A data-driven analysis of Solana’s staking transformation

415 million SOL staked, pushing supply participation to 75%.

2025 marked a turning point for Solana staking. The growth trajectory accelerated in Q3 2025 with an estimated $530 million in institutional inflows, pushing weekly transactions to around 600 million during peak periods. Unlike previous cycles dominated by liquid staking, 2025 saw native staking gain significant ground, with protocols like Marinade’s native staking TVL surging 21% quarter-over-quarter to 5.3 million SOL, surpassing even their liquid staking product mSOL for the first time.
Improved network stability (99.99% uptime vs 99.5% in 2024)
Enhanced validator economics through SIMD-96 (100% priority fees to validators)
Institutional demand for yield and infrastructure exposure
Innovation in unstaking liquidity removing traditional lockup concerns

Capital Efficiency vs Risk

Native vs Liquid Staking

Solana’s staking landscape in 2025 was defined by a clear split between native staking and liquid staking, each serving different user needs. Liquid staking tokens (LSTs) remained the default choice for DeFi users seeking composability and rehypothecation, while native staking increasingly became the preferred route for institutions and risk-aware long-term holders.

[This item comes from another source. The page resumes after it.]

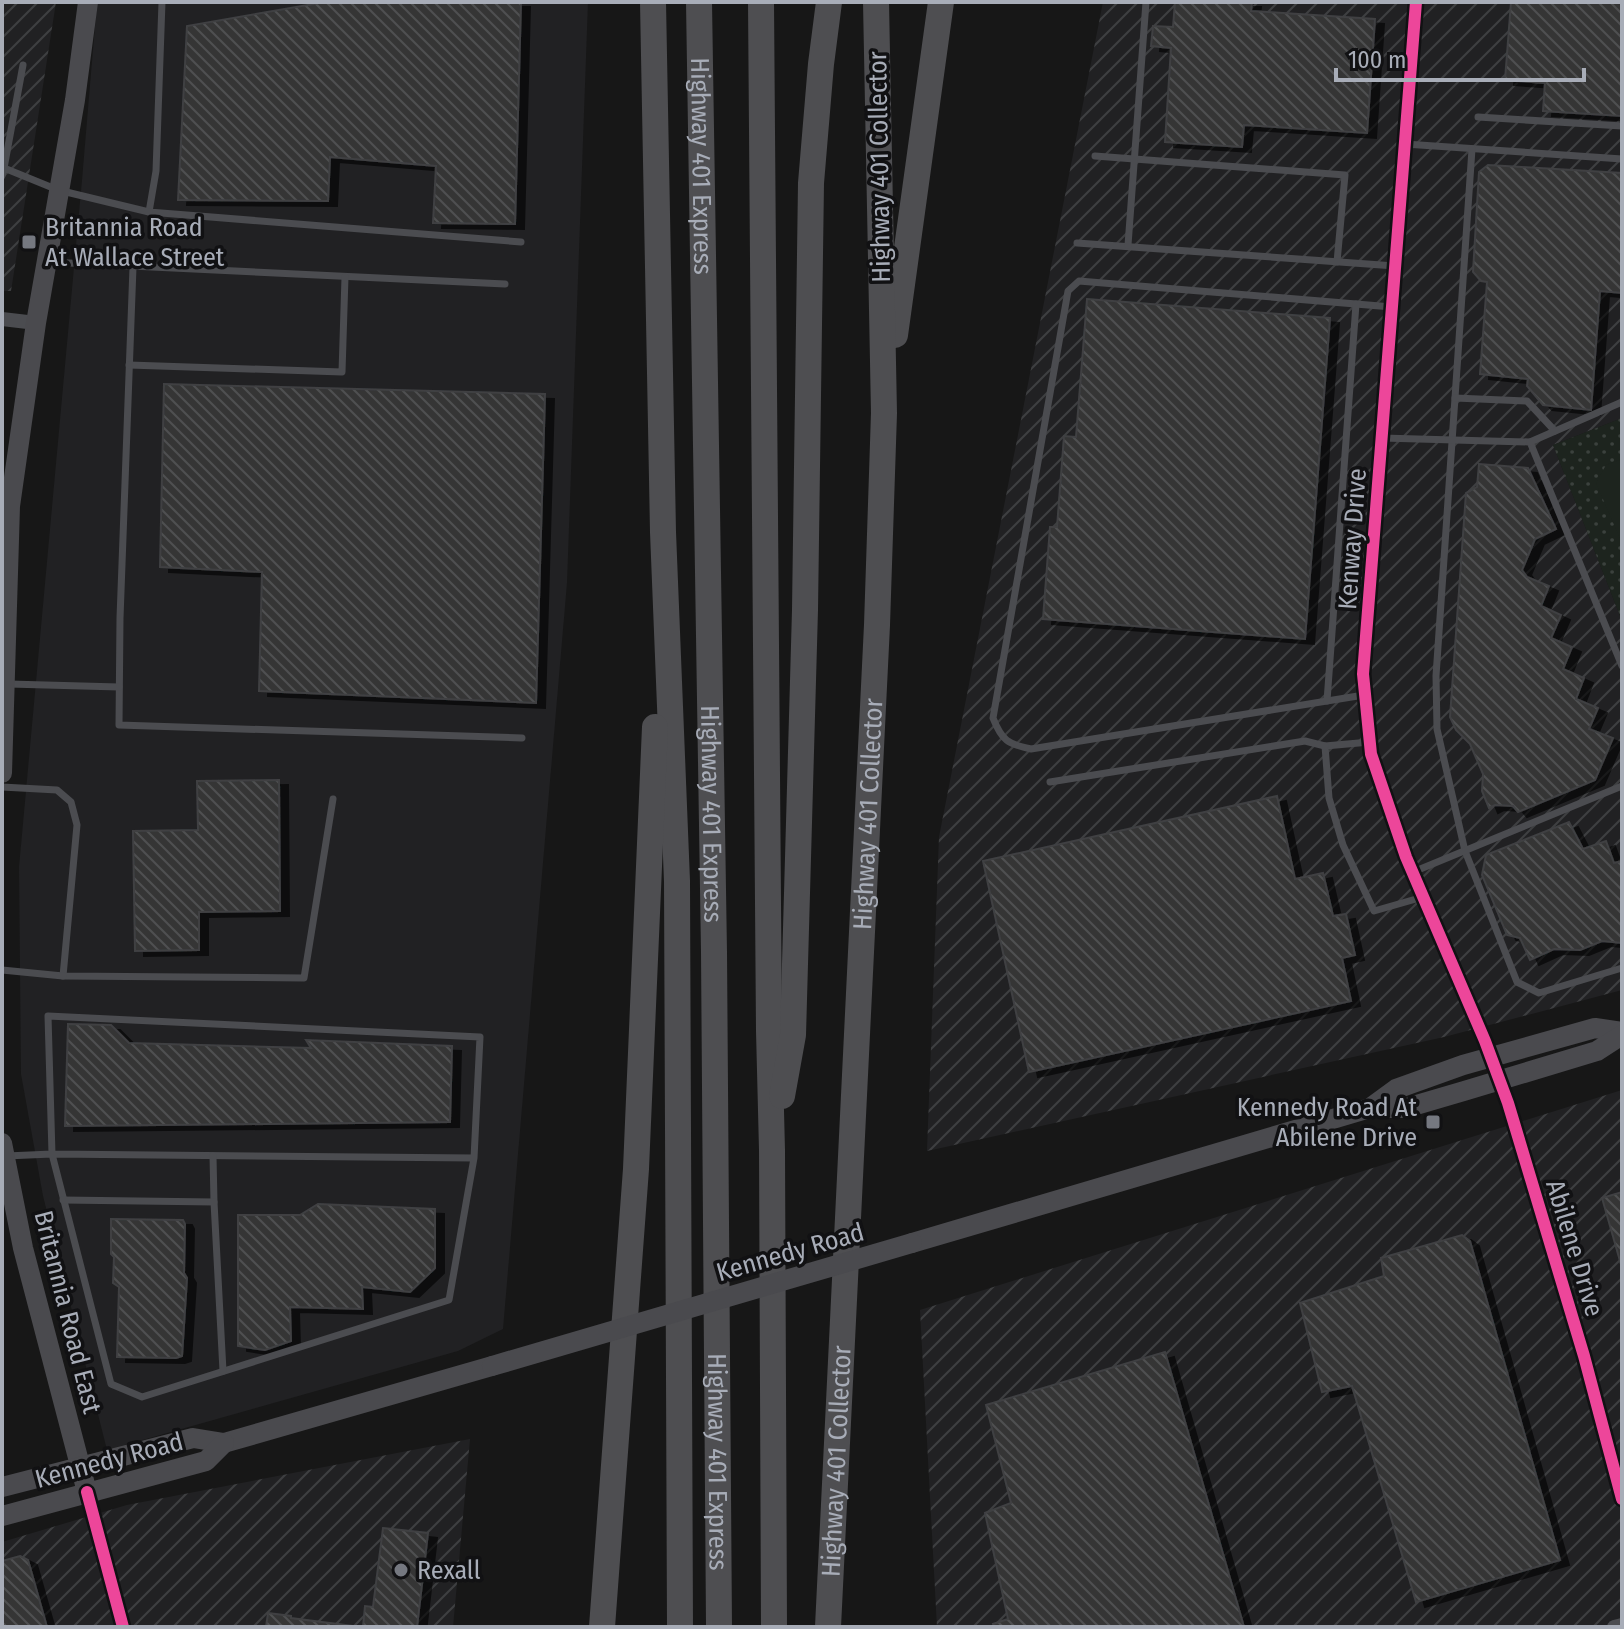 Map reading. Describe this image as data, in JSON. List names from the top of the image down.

The key shift in 2025 was not that liquid staking disappeared—it didn’t—but that native staking closed the usability gap. With instant exit solutions and improved interfaces, delegating directly from self-custody wallets no longer meant sacrificing flexibility. For many participants, especially those with regulatory or custody constraints, native staking became the “clean” way to access SOL yield without added smart contract layers.

Risk Profile

Native: protocol-level risk only (consensus + validator)
Liquid: protocol + smart contract + liquidity risk

Capital Efficiency

Native: yield only
Liquid: yield + DeFi collateral + rehypothecation

User Segments

Native: institutions, long-term holders, conservative stakers
Liquid: DeFi users, traders, on-chain leverage participants

Trend in 2025

Native: staking share rising vs prior years
Liquid: staking stabilizing as a specialized, not default, option

Staker Behavior

Who Actually Stakes SOL?

Behind the headline staking ratio lies a diverse mix of participants: small “shrimp” wallets staking a few SOL, mid-sized retail and crypto-native funds, and large institutional or custodial staking pools. In 2025, the number of unique staking wallets continued to grow, but the distribution of stake remained top-heavy, with a relatively small number of large entities controlling a significant share of total staked SOL.

Behaviorally, 2025 saw a shift from “set and forget” staking to more active delegation strategies. Some delegators rotated stake in response to performance, MEV policies, or downtime events, while others stuck to curated staking products that abstract validator selection entirely.

Distribution of staked SOL

Small holders (0–5 SOL): 430,102 wallets
Retail (5–500 SOL): 108,860 wallets
Crypto native funds and prosumers (500–50000 SOL): 11546 wallets
Institutions and whales (50000+ SOL): 654 wallets

Stake per wallet

Median stake per wallet: 1.11 SOL
Mean stake per wallet: 395.18 SOL
The large gap shows that most wallets are small, revealing a high concentration of stake among big holders despite broad participation.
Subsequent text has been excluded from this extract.